Estamos com um pé na virtualidade e outro na realidade. Na prática, isso significa estar com um pé no chão e as mãos no celular. Sim, estamos com neurônios emaranhados entre o real e o virtual. É inegável que o metamorfismo está implícito aos seres humanos e, gradualmente, nos conduz às modificações de conduta social e até físicas. Porém, essas alterações não podem contradizer a verdade ou suplantar a lógica. O virtual existe como resultado tecnológico e até como uma possibilidade criada pelo homem.
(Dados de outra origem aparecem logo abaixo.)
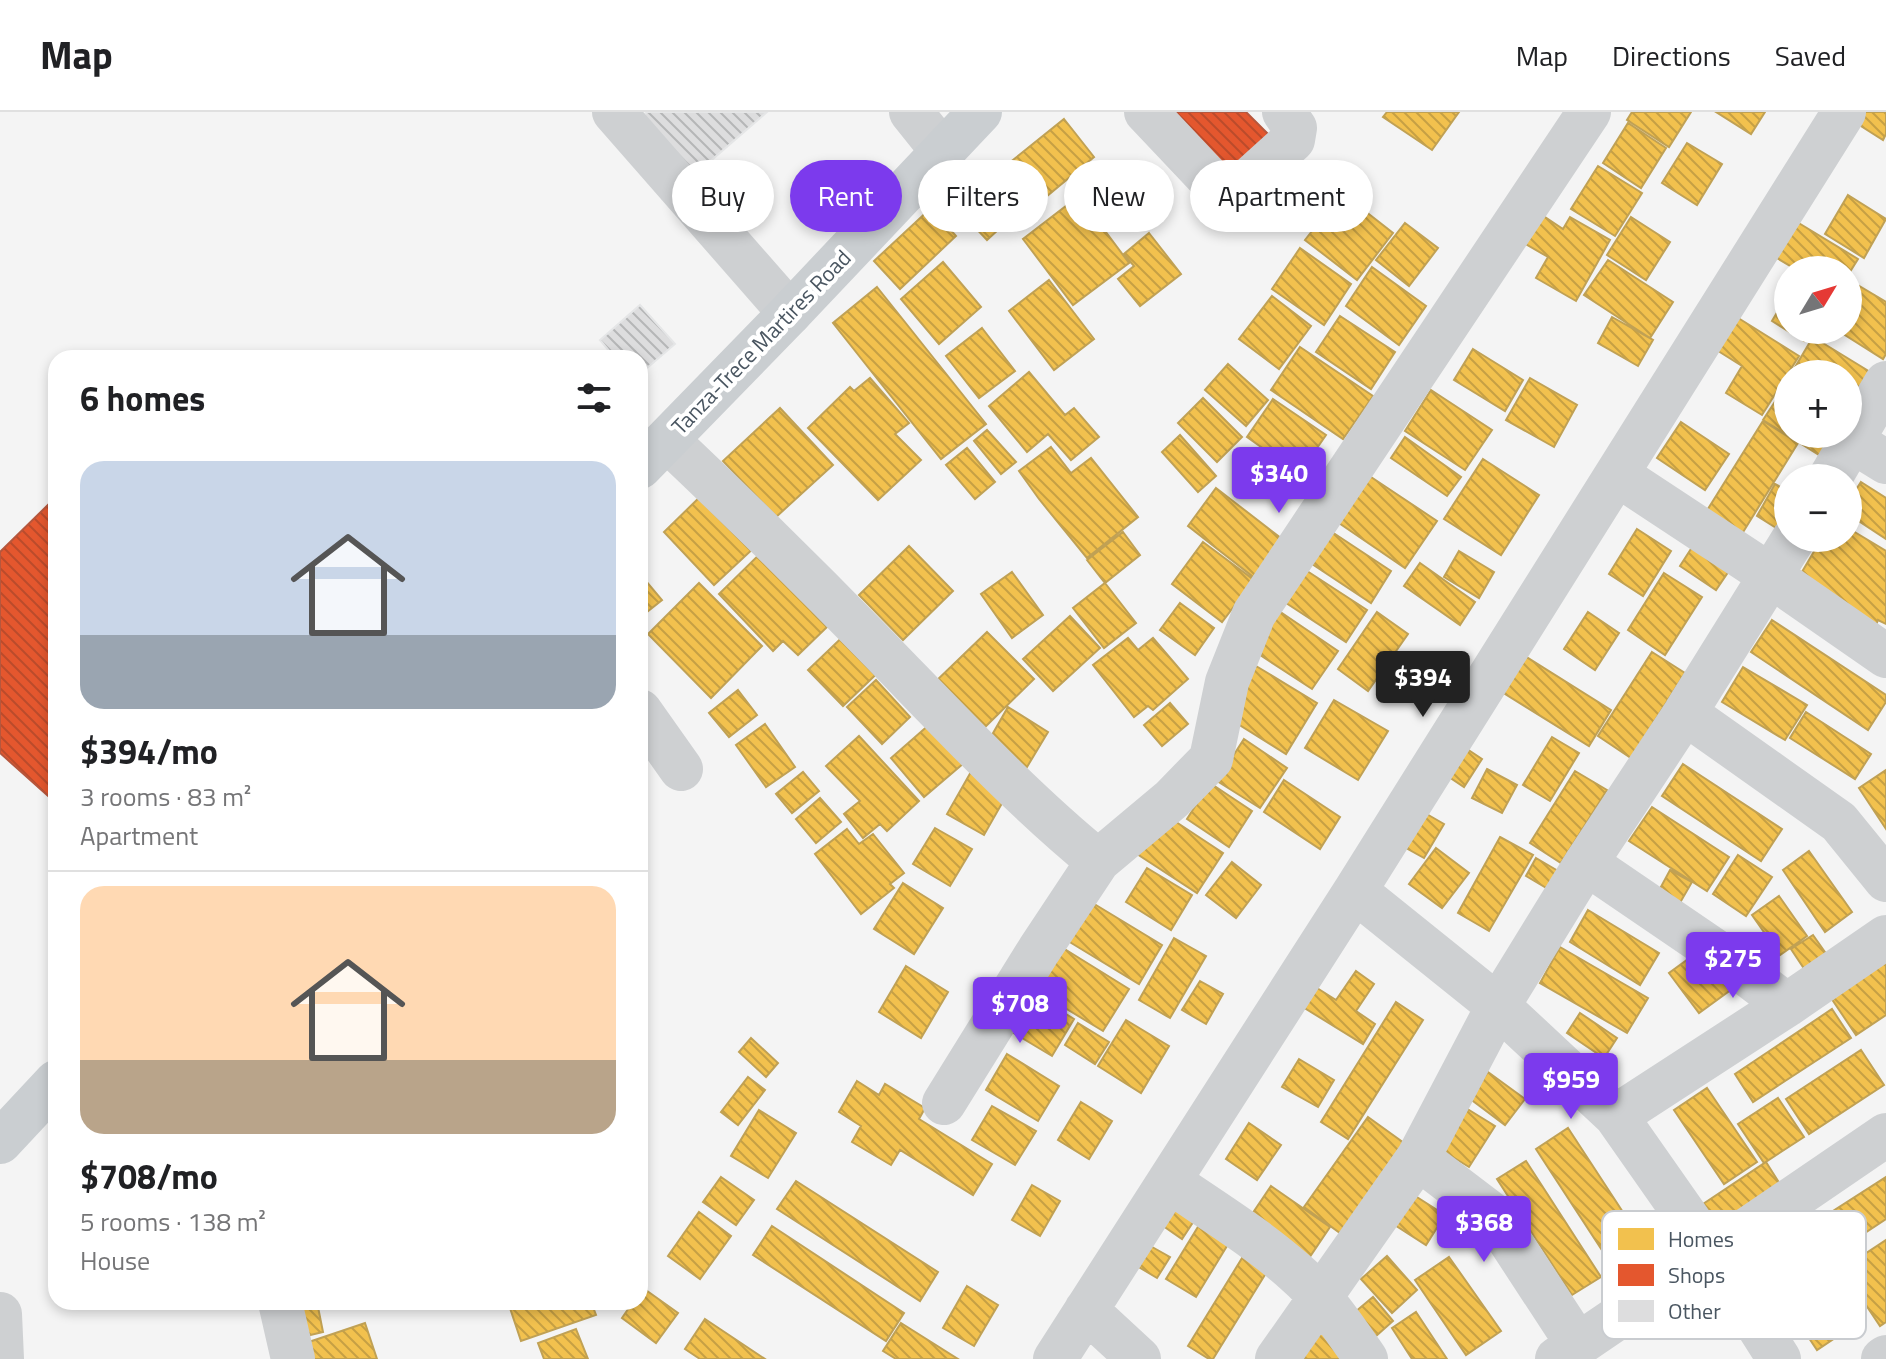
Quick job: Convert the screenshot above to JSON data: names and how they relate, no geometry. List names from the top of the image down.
{
  "streets": {
    "main road": ["Tanza-Trece Martires Road"]
  },
  "legend": ["Homes", "Shops", "Other"],
  "north": "top right",
  "page": {
    "header": "Map",
    "nav": ["Map", "Directions", "Saved"],
    "chip": [
      "Buy",
      "Rent",
      "Filters",
      "New",
      "Apartment"
    ],
    "map_buttons": ["+", "−"],
    "heading": "6 homes",
    "list": [
      {
        "name": "$394/mo",
        "note": "3 rooms · 83 m² · Apartment"
      },
      {
        "name": "$708/mo",
        "note": "5 rooms · 138 m² · House"
      }
    ],
    "price": [
      "$340",
      "$394",
      "$275",
      "$708",
      "$959",
      "$368"
    ]
  }
}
Mas não é real. Eis a fenda que separa a humanidade: o simulado e o palpável. Não há mais discernimento entre o falso e o verdadeiro.
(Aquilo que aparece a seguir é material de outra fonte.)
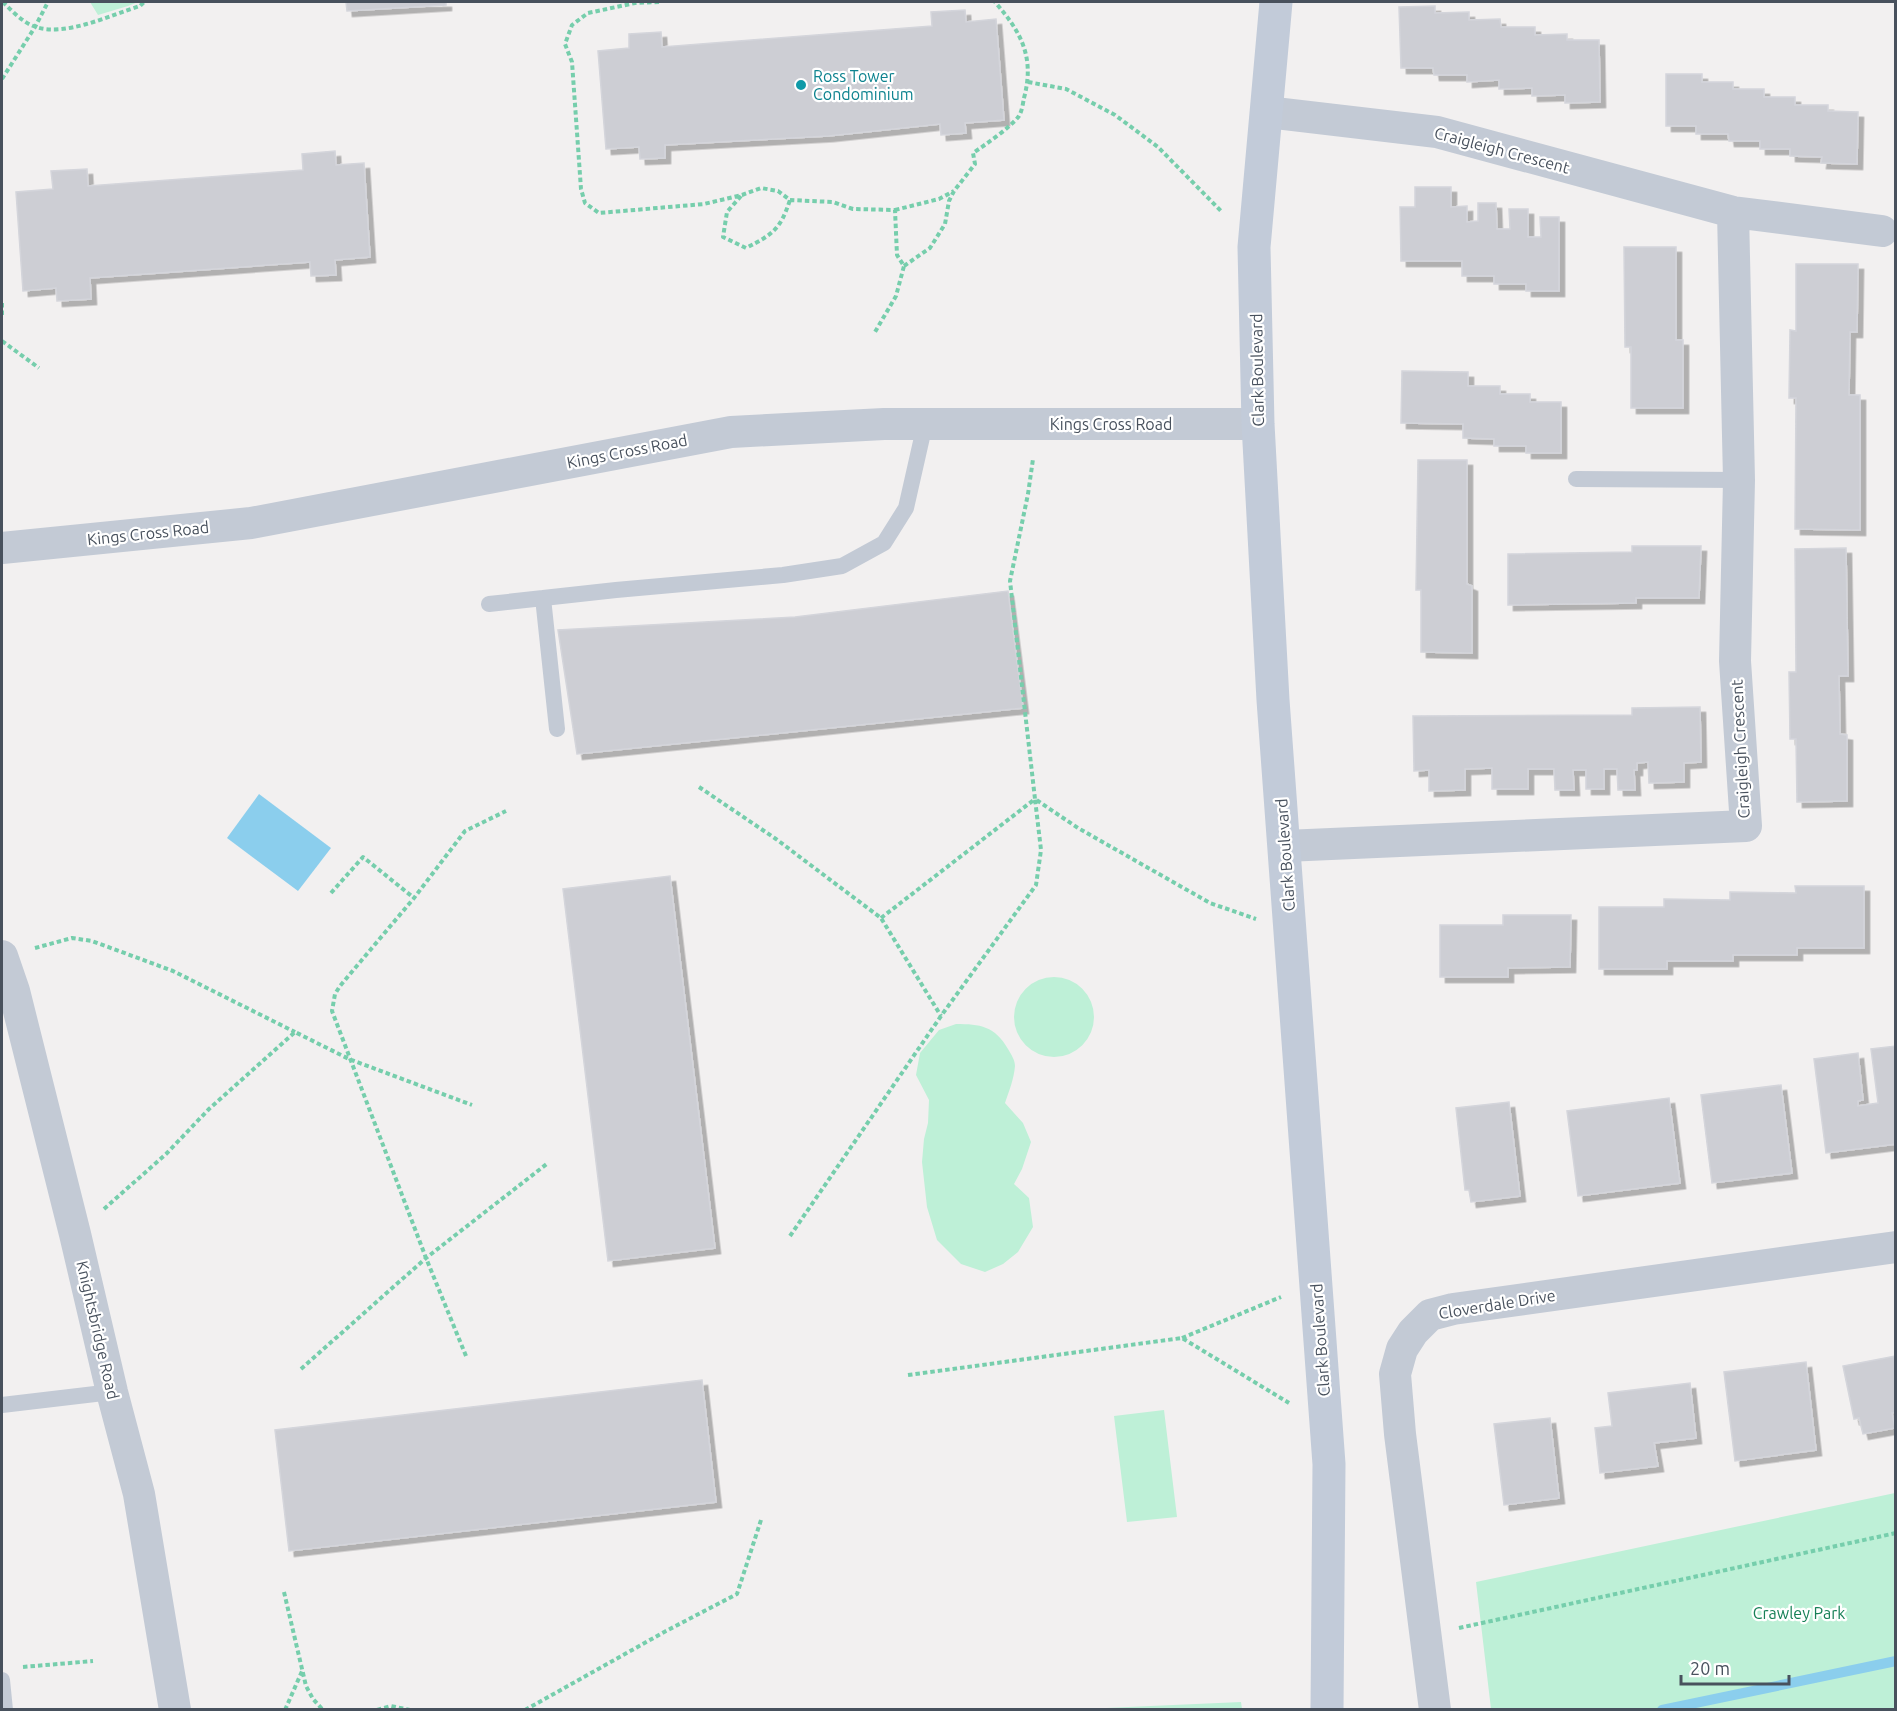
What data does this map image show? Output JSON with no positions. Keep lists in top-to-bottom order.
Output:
{
  "streets": {
    "street": [
      "Craigleigh Crescent",
      "Clark Boulevard",
      "Kings Cross Road",
      "Cloverdale Drive",
      "Knightsbridge Road"
    ]
  },
  "crossings": [
    ["Craigleigh Crescent", "Clark Boulevard"],
    ["Clark Boulevard", "Kings Cross Road"]
  ],
  "parks": ["Crawley Park"],
  "places": ["Ross Tower Condominium"],
  "scale_bar": "20 m"
}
O grande perigo é a manipulação. Não de urnas, mas da plausibilidade lógica. Observo que o pensamento das pessoas está mais para ruminar do que para raciocinar. Há uma ingenuidade virtual implantada nos neurônios naturais que, então, passam a acreditar numa verdade virtual. Ao que me parece, seguem um pensamento entre as linhas de uma falsa verdade. O pior é que eles acreditam piamente numa inverídica inveracidade. E, como agravante, sequer olham para o palpável, notório e autêntico conhecimento. Argumentar com essas pessoas, então, é impossível. Aliás, sequer permitem dialogar.

Amam as redes sociais e, como escravos virtuais, atuam como agentes da falsa verdade. Talvez por status, uma espécie de justificativa do consumismo, idolatram o aparelhinho que têm em suas mãos. Sentem-se como justiceiros de uma suposta modernidade imposta. Estão em um lado do abismo onde vale o absurdo. Já na outra margem desta fenda há uma resistência à insensatez, acenando com a bandeira da racionalidade e defendendo com a lógica o conhecimento humano. Mas isso pouco resolve, pois essa moda virtual não permite que as pessoas caiam na real.

Pegadinhas pegajosas

Já que estamos com o celular na mão, aproveitamos para espiar aquela lista que aparece ao lado da telinha. É uma espécie de feed de notícias. Não sei quem edita, seleciona ou impõem o material. Mas é, nitidamente, mal-intencionado. Aparecem algumas informações que fedem à má-intenção. As chamadas induzem a pensar que fatos ruins ocorreram no Brasil. “Sorveteria popular anuncia falência e fecha lojas”. Li, e soube que é a Oberweis dos Estados Unidos. Tem, ainda, sobre uma rede de supermercados que fechou na Inglaterra, uma grande empresa que faliu na Nova Zelândia e por aí vai. Quem lê só o título, acredita que foi por aqui. E, então, essa é a ideia que fica. Isso é, indiscutivelmente, má-fé.

Jorge Salton

Jorge Alberto Salton é médico-psiquiatra, escritor, cineasta e torcedor fanático do Sport Clube Gaúcho. Da psiquiatria à cinematografia, não tropeça no divã para escrever instigantes roteiros. Jorge é o sujeito que, como diriam antigamente, tem bicho-carpinteiro. Traduzindo aos mais jovens, é um cara que não para quieto. Pois bem, agora ele está preparando a filmagem de um drama: “Amores difíceis, mas não muito”. O interessante em seus filmes é a valorização de Passo Fundo, como cenário, música, atores e costumes. Vira e mexe, Jorge tem um filme novo que está na cara é ‘made in Passo Fundo’. O novo trabalho será rodado em setembro.

As bicicletinhas

A situação das bicicletinhas motorizadas, que circulam em Passo Fundo, já exige uma intervenção legal. E não é apenas pelo barulho insuportável e proposital. Some-se a isso o fato de serem pilotadas por menores. Agem à noite, depois das 23 horas e andam em grupos. Aliás, não andam, correm e realizam arrojadas manobras com suas velozes bicis (bikes em português). E não é apenas isso, pois colocam suas vidas e de terceiros em risco. Os intrépidos bici-motociclistas não utilizam capacete e nem um tipo de sinalização noturna. Tragédia anunciada! Até deixo uma dica para quem atua no trânsito: basta aguardar o esquadrão do barulho na Avenida Brasil entre 23h e 03h. Simples.

Pastelaria

O fedor da pastelaria aqui embaixo não é virtual. É a impura realidade da vaporização de gordura hidrogenada.

Centenário

Sabem, não consigo tirar esse tópico daqui. Então, olho a planilha e constato que o Centenário de O Nacional foi há 20 dias.